Movants also request dismissal of this action with prejudice. See Dkt. No. 59 at 8. Because the Court should grant Everlake's claim for interpleader relief and disburse the interpleaded funds, which resolves all outstanding claims, the Court should dismiss this action with prejudice.
Recommendation
The Court should grant the motion for default judgment [Dkt. No. 59] and enter default judgment against Defendants Latwandra Payne, Linus Mays, Brittany Roberts, and E.L.M., a minor.
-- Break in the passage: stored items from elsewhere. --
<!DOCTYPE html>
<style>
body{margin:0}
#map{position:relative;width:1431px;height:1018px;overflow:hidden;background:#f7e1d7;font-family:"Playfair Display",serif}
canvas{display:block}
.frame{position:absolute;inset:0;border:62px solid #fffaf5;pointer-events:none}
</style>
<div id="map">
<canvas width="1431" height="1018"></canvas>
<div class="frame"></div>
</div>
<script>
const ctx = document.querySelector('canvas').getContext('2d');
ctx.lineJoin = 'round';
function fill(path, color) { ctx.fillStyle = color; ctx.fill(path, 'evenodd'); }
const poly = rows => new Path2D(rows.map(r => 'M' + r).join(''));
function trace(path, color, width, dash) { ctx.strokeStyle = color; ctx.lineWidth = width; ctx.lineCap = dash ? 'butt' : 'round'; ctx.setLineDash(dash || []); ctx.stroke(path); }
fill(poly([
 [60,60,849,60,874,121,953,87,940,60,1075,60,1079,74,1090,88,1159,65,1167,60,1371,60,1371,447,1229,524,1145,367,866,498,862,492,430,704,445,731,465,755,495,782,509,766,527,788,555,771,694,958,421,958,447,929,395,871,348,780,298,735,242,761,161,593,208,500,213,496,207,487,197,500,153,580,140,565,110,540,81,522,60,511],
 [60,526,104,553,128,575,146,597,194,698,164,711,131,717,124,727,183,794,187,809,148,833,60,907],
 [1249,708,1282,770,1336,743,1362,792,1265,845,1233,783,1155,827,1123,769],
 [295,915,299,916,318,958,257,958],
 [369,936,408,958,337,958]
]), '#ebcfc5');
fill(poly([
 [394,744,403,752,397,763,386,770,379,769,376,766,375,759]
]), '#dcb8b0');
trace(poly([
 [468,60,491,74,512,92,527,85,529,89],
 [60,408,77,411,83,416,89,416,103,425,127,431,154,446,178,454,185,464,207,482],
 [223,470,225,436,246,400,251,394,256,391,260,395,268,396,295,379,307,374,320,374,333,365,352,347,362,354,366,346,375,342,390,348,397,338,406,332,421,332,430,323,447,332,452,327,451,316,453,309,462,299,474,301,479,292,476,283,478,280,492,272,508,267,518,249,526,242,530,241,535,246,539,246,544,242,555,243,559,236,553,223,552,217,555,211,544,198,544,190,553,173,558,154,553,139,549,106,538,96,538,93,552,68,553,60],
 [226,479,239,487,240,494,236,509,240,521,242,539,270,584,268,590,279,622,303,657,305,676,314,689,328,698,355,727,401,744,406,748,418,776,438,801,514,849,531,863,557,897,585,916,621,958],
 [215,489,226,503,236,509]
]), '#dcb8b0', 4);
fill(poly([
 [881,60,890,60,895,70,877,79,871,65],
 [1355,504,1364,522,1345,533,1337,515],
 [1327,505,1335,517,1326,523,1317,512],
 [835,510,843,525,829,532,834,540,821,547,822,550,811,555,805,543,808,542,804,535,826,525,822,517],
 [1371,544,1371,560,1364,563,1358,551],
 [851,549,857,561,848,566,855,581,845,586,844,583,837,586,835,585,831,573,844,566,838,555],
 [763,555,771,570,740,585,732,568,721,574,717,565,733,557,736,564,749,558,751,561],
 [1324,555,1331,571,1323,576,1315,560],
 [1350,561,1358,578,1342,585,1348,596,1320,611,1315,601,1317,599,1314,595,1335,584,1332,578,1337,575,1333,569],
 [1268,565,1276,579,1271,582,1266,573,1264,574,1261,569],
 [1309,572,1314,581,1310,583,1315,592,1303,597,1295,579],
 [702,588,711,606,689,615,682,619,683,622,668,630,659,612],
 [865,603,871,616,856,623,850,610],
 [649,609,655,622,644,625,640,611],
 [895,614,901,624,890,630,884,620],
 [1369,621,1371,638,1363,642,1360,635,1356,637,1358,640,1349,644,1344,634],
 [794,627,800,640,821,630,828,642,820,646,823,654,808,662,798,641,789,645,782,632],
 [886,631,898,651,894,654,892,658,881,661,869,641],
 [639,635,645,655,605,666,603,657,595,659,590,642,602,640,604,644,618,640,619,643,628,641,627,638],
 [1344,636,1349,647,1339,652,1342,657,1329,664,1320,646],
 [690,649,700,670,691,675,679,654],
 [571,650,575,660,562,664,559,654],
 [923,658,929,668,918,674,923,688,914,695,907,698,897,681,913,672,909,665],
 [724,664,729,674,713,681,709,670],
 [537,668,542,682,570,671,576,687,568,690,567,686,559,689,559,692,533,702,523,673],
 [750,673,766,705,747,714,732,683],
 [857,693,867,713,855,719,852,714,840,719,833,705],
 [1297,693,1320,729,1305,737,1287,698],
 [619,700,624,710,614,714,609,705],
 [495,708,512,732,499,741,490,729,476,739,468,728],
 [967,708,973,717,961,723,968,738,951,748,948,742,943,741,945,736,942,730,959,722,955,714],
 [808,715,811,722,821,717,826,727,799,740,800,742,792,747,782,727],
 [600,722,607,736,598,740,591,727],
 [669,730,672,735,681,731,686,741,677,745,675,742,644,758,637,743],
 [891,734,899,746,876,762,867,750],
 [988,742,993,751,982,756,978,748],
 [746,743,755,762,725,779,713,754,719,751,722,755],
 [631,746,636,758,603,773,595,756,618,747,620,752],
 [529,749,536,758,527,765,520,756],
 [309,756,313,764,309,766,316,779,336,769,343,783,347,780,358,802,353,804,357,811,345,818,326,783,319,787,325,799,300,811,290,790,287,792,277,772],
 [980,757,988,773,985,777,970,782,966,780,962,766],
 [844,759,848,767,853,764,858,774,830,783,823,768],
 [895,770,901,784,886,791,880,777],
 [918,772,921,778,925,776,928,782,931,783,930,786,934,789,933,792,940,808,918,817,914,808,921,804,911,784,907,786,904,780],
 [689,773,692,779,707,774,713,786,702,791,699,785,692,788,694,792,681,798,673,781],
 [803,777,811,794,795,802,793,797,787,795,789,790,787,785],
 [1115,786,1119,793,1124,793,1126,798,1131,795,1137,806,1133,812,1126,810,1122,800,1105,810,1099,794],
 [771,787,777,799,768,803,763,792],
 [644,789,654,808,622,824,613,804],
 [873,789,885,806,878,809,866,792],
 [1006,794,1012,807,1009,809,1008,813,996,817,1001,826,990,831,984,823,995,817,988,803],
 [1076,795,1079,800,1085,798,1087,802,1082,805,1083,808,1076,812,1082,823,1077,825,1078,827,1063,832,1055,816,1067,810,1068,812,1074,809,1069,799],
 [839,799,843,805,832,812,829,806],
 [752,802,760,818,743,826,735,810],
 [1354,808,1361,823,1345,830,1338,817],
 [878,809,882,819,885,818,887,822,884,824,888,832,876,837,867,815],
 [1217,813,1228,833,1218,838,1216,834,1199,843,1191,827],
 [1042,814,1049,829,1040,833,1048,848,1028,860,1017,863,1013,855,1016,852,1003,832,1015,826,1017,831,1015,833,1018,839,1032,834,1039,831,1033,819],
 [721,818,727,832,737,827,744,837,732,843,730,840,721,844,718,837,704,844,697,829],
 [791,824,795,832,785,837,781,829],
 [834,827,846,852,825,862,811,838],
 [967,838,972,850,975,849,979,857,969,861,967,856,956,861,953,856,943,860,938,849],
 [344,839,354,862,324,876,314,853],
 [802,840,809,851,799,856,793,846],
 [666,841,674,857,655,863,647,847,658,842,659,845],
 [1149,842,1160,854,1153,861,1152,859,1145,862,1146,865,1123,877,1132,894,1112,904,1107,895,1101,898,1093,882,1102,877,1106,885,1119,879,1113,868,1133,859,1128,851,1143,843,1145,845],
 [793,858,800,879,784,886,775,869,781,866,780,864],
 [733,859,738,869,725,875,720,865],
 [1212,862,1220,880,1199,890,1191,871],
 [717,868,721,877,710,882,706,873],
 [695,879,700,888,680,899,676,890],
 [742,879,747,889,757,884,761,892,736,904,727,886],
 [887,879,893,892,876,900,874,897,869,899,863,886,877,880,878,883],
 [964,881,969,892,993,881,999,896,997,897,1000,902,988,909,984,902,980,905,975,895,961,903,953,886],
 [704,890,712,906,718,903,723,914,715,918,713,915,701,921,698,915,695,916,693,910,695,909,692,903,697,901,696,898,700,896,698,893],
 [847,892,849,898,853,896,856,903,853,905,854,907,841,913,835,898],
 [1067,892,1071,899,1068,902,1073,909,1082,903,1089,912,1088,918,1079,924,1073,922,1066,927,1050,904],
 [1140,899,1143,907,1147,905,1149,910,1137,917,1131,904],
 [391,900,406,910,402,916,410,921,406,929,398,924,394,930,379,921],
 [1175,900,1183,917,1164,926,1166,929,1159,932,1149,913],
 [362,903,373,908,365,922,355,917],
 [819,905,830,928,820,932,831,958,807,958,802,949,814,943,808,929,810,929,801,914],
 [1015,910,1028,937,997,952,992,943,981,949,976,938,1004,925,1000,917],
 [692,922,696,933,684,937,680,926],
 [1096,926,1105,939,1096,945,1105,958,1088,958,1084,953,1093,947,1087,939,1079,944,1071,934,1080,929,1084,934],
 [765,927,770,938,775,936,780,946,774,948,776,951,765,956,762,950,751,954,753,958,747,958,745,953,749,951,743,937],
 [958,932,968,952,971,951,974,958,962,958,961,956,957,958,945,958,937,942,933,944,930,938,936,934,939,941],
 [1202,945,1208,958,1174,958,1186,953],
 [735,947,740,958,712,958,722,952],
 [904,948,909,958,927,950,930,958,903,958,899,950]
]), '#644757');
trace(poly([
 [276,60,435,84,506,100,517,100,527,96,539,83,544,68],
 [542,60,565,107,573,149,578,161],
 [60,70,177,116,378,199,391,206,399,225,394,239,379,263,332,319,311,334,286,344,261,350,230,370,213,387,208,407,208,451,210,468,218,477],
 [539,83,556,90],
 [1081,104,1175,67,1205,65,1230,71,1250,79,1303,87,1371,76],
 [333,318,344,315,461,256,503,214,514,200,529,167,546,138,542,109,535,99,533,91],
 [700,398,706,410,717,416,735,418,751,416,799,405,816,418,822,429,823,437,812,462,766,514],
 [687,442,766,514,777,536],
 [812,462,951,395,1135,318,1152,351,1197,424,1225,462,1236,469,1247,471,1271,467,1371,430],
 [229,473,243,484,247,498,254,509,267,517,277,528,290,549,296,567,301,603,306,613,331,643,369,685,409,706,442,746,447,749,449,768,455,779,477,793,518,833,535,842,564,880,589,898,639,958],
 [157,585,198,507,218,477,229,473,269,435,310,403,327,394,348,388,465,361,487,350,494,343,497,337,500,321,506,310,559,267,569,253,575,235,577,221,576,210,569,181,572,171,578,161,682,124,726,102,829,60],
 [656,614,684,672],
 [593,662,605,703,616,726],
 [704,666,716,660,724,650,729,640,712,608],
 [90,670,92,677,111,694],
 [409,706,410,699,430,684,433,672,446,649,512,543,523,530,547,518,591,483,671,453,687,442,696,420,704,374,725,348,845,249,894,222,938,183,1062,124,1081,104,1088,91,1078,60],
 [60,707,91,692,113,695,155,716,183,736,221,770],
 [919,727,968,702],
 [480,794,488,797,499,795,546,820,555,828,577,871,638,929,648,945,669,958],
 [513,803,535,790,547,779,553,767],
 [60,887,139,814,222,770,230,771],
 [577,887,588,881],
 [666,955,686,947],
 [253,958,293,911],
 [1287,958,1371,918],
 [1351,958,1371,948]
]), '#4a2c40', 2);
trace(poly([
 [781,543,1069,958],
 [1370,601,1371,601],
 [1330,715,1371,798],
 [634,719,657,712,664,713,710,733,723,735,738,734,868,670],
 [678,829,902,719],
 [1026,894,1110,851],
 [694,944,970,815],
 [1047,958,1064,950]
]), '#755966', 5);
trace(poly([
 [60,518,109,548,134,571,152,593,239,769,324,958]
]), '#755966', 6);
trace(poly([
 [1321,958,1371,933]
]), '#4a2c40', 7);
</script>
And, the Court should grant Movants' request for interpleader disbursement, discharge, and dismissal with prejudice.
A copy of these findings, conclusions, and recommendation shall be served on all parties in the manner provided by law. Any party who objects to any part of these findings, conclusions, and recommendation must file specific written objections within 14 days after being served with a copy. See 28 U.S.C. § 636(b)(1); FED. R. CIV. P. 72(b). In order to be specific, an objection must identify the specific finding or recommendation to which objection is made, state the basis for the objection, and specify the place in the magistrate judge's findings, conclusions, and recommendation where the disputed determination is found. An objection that merely incorporates by reference or refers to the briefing before the magistrate judge is not specific. Failure to file specific written objections will bar the aggrieved party from appealing the factual findings and legal conclusions of the magistrate judge that are accepted or adopted by the district court, except upon grounds of plain error. See Douglass v. United Services Auto. Ass'n, 79 F.3d 1415, 1417 (5th Cir. 1996).